Sensitivity analysis of total costs.

5 Conclusions and future directions

Two approaches to creating an operational plan were presented in the paper. The first method used quantitative forecasting, at which based on a time series the forecast of sales for the next planning period was determined. The ARIMA (2,0,2) prognostic method was selected based on MAPE as the most reliable. Because the forecast inaccuracy required the maintenance of safety stock, in our case study, for the reason given in section 2, the safety stock was set at 80% of the maximum deviation of the forecast from reality. Production was performed at weekly intervals. Uncertainty of other input variables such as production time, line rebuild time, costs and others have not been taken into account. Costs and the amount of safety stock are presented in Table 8.

The second method applied a method of optimizing production using Monte Carlo simulations aiming to minimize costs. The stochastic character of demand was utilizing the Crystal Ball software tool captured with a suitable distribution function. Based on the estimate, the variability of the other input variables was also determined. By the means of the OptQuest, production parameters were optimized so that the total costs associated with production line rebuild and storage of finished production were minimal. Total costs and safety stock are shown in Table 8.

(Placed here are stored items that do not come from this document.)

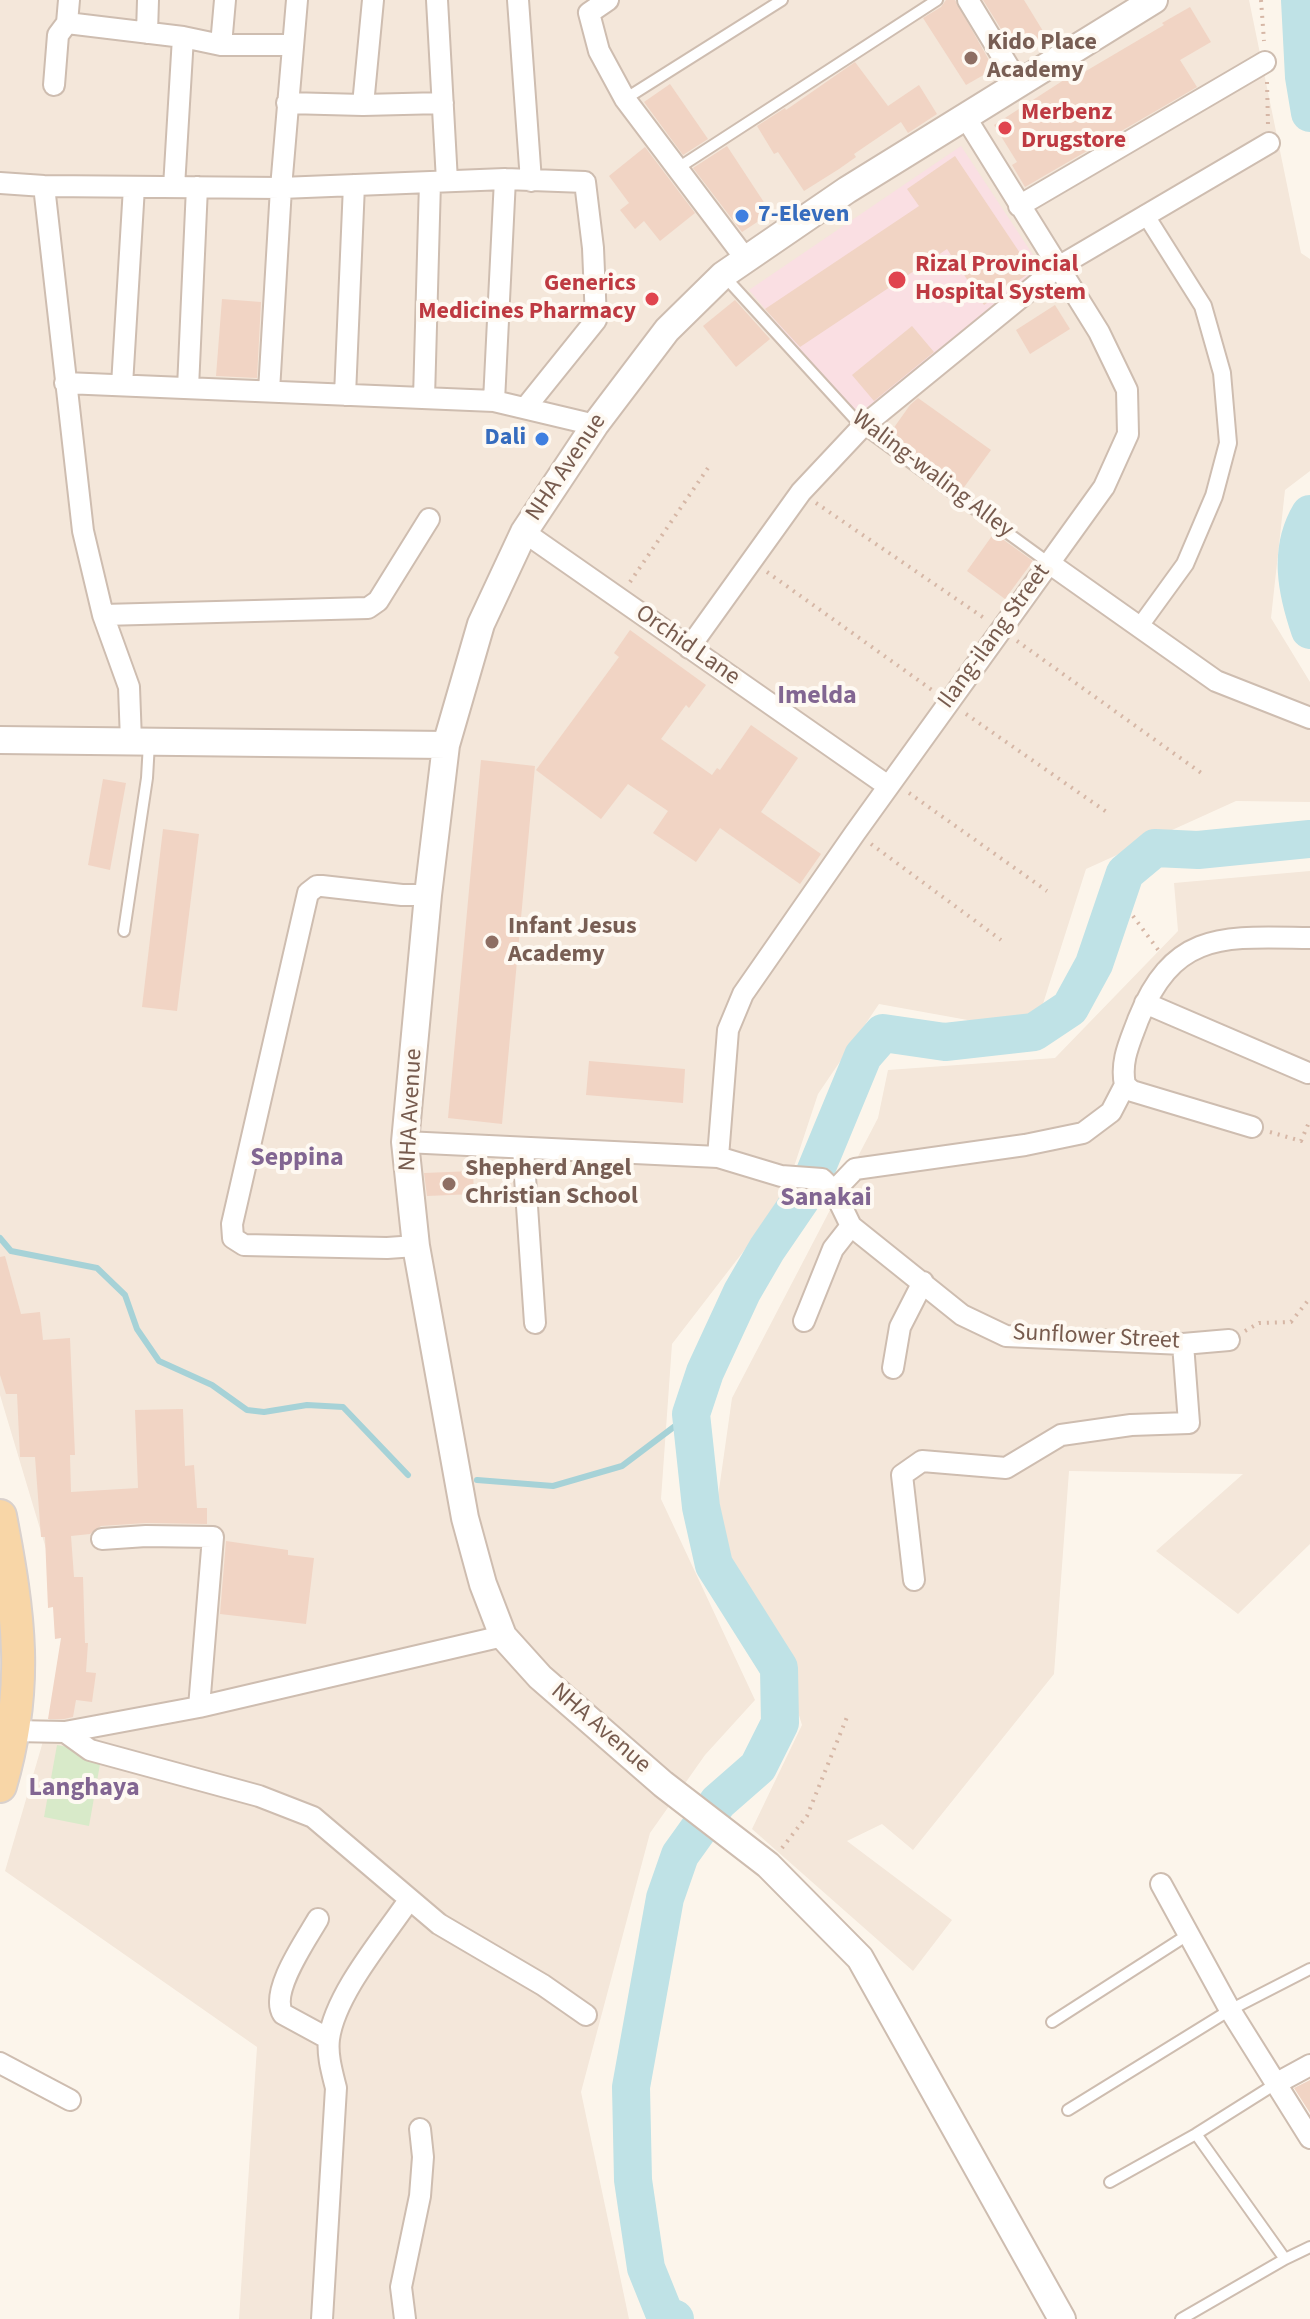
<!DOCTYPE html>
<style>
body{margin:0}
canvas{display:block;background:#fcf5eb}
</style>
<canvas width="1310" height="2319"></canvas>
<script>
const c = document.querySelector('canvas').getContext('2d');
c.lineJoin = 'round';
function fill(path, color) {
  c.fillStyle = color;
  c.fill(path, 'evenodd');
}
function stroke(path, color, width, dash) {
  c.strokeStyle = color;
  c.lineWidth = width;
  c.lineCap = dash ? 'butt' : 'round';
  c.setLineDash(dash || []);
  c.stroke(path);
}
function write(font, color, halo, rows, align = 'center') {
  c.font = font + ' "Source Sans 3",sans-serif';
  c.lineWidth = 8;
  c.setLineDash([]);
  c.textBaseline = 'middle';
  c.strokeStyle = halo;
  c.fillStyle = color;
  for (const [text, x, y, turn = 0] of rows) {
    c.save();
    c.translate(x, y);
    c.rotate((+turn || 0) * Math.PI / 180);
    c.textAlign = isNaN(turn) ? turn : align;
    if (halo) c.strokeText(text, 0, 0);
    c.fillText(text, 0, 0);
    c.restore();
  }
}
fill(new Path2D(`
 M0,0H1249L1301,253L1310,259V471L1285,490L1271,618L1310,682V802L1236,801L1086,869L1034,1032L879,1004L818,1094L783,1200L672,1344L661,1499L755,1700L705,1755L650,1833L581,2092L629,2319H239L257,2047L5,1871L73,1639L0,1395Z
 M1310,871V1544L1238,1614L1156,1551L1243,1474L1069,1471L1054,1674L913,1850L882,1824L847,1841L952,1920L913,1971L752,1829L802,1725L778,1648L713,1532L732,1398L878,1118L888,1070L1055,1058L1178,931L1174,883Z`), '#f4e7da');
fill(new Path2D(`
 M961,146L1043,270L858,418L749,290Z`), '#fadfe3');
fill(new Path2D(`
 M57,1745L102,1753L89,1826L44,1817Z`), '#d8eac9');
stroke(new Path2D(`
 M0,1238L11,1251L97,1268L125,1295L137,1329L159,1361L212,1385L247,1410L264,1412L307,1405L343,1407L408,1475
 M477,1480L553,1486L622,1466L691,1414`), '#a6d2d7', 6);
stroke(new Path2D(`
 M1300,0L1304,77L1310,113
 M1310,514C1288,551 1297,592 1310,630
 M675,2319L665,2315L646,2268L633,2180L631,2087L665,1898L680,1855L718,1802L758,1767L780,1723L779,1668L714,1565L701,1507L691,1414L705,1372L742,1292L767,1249L808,1189L863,1056L883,1033L945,1042L1034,1032L1070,1008L1094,964L1125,873L1155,848L1198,850L1310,839`), '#bfe2e6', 38);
fill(new Path2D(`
 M946,0H955L994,69L966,85L923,18L941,7Z
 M983,0H1024L1046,36L1016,53Z
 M1190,7L1211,42L1180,60L1197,87L1025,187L1012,165L1017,162L994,125L1067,78L1069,81L1164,25L1162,23Z
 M855,62L888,106L919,85L937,114L908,133L901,122L854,154L856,157L839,169L804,191L778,152L774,154L757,126L785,108L786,110Z
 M670,84L708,139L683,155L644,102Z
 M727,146L771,213L742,232L693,168Z
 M645,147L695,213L660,241L644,221L635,229L620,210L629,203L609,176Z
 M955,156L1032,271L984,305L947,249L800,347L765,309L919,206L907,189Z
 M222,299L261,302L257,378L216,376Z
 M735,300L770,339L736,367L703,326Z
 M1055,305L1070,329L1030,354L1016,330Z
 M912,326L934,352L874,401L852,375Z
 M918,398L991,450L962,490L888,436L910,405Z
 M994,533L1033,561L1005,599L967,571Z
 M630,630L706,685L689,708L686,705L661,739L712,775L717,768L720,770L751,725L798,758L761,812L821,854L800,884L720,828L696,862L653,833L668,811L628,784L601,819L536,770L619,657L614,653Z
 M481,760L535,766L502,1124L448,1118Z
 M103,779L126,783L110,870L88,865Z
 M163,829L199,834L177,1011L142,1007Z
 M589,1061L685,1069L683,1103L586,1095Z
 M473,1171L474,1194L427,1196L424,1173Z
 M5,1256L21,1314L40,1312L43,1340L70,1338L75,1455H70L71,1492L138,1488L135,1410L183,1409L185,1466L194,1465L197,1508H207V1524L146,1523L101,1526L90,1534L71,1536L74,1577H83L85,1643H88L86,1672L96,1673L92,1702L76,1700L73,1717L64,1719H48L61,1638L55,1639L53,1607L48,1608L45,1537H41L35,1457H20L17,1394H6L0,1375V1257Z
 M226,1541L288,1550V1555L314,1558L306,1624L220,1614Z
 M1310,2080V2113L1294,2088Z`), '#f1d4c4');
const service = new Path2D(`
 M625,99L782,0
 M678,168L937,0
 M725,277L862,427L1049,563
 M124,931L147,778L149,743
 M1052,2022L1189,1934
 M1068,2110L1230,2010L1310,1969
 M1196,2134L1285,2259L1310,2247
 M1110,2182L1196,2134L1277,2083
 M1181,2319L1285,2259`);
const pedestrian = new Path2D(`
 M1140,626L1185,564L1214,496L1228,443L1222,373L1203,306L1145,214`);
const minor = new Path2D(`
 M437,0L447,181
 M518,0L531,181
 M608,0L589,13L599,51L625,99L745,258
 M968,0L1019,84
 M67,23L183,37L221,45H291
 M147,33L148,0
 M221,45L225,0
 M54,85L58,35L67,23L69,0
 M287,103L363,105L443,103
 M363,105L373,0
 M0,183L44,186L281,188L505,179L585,182L593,248L596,320L526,407
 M44,186L83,531L103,615L129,687L131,741
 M174,187L183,37
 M1019,206L1265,62
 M65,383L494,401L595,425
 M122,385L134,187
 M188,388L197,187
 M269,391L281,188L297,0
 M345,395L354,185
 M424,398L430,182
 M494,401L505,179
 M524,532L888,786
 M1049,563L1216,681L1310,718
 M103,615L368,608L378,601L429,519
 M689,648L801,492L862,427L1058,267L1269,143
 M1145,1003L1308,1073
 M1252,1127L1132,1091L1125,1085C1120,1061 1130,1042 1138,1020C1174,929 1226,937 1310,938
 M405,1142L718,1157L781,1176L822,1179L834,1191L851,1226L962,1315L1006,1336L1183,1344L1229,1340
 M523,1148L535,1323
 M718,1157L728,1030L743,994L855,833L1104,487L1128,434L1127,390L1099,332L966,118
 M834,1191L855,1169L1025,1145L1083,1133L1111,1112L1125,1085
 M416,1246L387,1248L244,1245L233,1238L232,1224L308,893L317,886H322L402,895H428
 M804,1321L833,1249L851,1226
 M893,1368L900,1327L923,1282
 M102,1539L146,1536L213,1537L199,1707
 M914,1580L902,1475L922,1461L1006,1468L1061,1435L1131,1425L1189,1423L1183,1344
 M14,1731L65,1732L199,1707L503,1636
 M65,1732L90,1750L259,1796L313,1817L439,1924L543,1985L586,2015
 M1161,1884L1230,2010L1310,2138
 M318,1919C306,1940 269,1992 283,2014L329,2039
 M0,2063L70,2100
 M1277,2083L1310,2065
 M322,2319L336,2088C332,2072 327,2055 329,2039C335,1994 384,1937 409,1900
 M405,2319L401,2287L420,2196L423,2157L420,2129`);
const tertiary = new Path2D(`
 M0,740L446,745
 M1062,2319L860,1958L768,1865L663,1784L540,1677L503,1636L483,1584L465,1518L416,1246L405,1142L428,895L446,745L481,624L524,532L595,425L667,330L723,275L847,190L1154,0`);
const primary = new Path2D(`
 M0,1516C19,1615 29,1687 0,1786`);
stroke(service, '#cebdb0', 14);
stroke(pedestrian, '#cebdb0', 20);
stroke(minor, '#cebdb0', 24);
stroke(tertiary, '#cebdb0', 30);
stroke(primary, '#d9d1cd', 36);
stroke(new Path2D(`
 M1261,0L1264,41
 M1267,82L1268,125
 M816,503L987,620
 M767,572L932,690
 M630,582L710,465
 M1017,641L1204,775
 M966,714L1108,813
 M909,793L1047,891
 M871,844L1001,940
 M1133,916L1159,951
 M1270,1132L1301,1141L1310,1120
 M1245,1331L1259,1323L1291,1322L1310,1298
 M782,1848L807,1816L847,1717`), '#d6b7a6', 4, [2, 6]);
stroke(service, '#fff', 10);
stroke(pedestrian, '#fff', 16);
stroke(minor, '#fff', 20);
stroke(tertiary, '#fff', 26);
stroke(primary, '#f8d6a7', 32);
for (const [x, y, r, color] of [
 [971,58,8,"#8d6e63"],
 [1005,128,8,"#e0444e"],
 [742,216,8,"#3f7fe0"],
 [897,280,10,"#e0444e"],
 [652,299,8,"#e0444e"],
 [542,439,8,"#3f7fe0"],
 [492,942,8,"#8d6e63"],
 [449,1184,8,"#8d6e63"]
]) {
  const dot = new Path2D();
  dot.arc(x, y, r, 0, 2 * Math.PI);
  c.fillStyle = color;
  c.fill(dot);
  stroke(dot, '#fef9f2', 3);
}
write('bold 24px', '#785e54', '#fef9f2', [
 ["Kido Place",987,44],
 ["Academy",987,72],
 ["Infant Jesus",508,928],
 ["Academy",508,956],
 ["Shepherd Angel",465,1170],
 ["Christian School",465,1198]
], 'left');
write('bold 24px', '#be3a42', '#fef9f2', [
 ["Merbenz",1021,114],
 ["Drugstore",1021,142],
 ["Rizal Provincial",915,266],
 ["Hospital System",915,294],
 ["Generics",636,285,"right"],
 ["Medicines Pharmacy",636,313,"right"]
], 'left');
write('bold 24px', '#366cbe', '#fef9f2', [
 ["7-Eleven",758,216],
 ["Dali",526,439,"right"]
], 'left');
write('24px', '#775b4e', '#fef9f2', [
 ["NHA Avenue",567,468,-56],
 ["Waling-waling Alley",932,475,37],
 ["Ilang-ilang Street",995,637,-54],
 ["Orchid Lane",687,646,35],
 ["NHA Avenue",412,1110,-87],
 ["Sunflower Street",1096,1338,3],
 ["NHA Avenue",600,1729,41]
]);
write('bold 26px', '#826692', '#fef9f2', [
 ["Imelda",817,697],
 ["Seppina",297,1159],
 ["Sanakai",826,1199],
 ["Langhaya",84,1789]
]);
</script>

Production planning based on demand forecasting is always associated with the risk of low forecast accuracy. Time-series forecasting is used in planning most frequently. In production planning, where many input variables are of stochastic character, Monte Carlo simulations allow to include this stochasticity in the plan preparation, optimization and as well as to use the simulation outputs in the risk analysis. We consider this as the highest benefit of applying of Monte Carlo simulations in planning. However, there are many limitations. Also in our case study, we saw that high variability of several variables sharply reduced the plan reliability. Simulations can be used effectively in the case where input variability is low. It is important to precisely select the input variables where it is reasonable to define their stochastic character and which of them consider as constants.

Utilization of simulations and optimization by means of software tools represents an alternative to traditional approaches to production planning. The availability of software tools allows enterprises to use simulations even in such processes where quantitative prognosis is applied that requires the availability of historical data (which is not always available) and does not allow for inclusion into planning of uncertainties of other variables. Monte Carlo simulations allow to implement the uncertainty of the planned parameter (based on estimates or historical data) along with the uncertainty of other variables in the plan creation.

In the case study, we presented planning for a constant data model when data is moving within a narrow range of values. This model occurs in stabilized processes. Another character has data in unstable or cyclic processes. Therefore, further research in this area will focus on the use of simulations in production planning of products with seasonal and trend-driven demand model.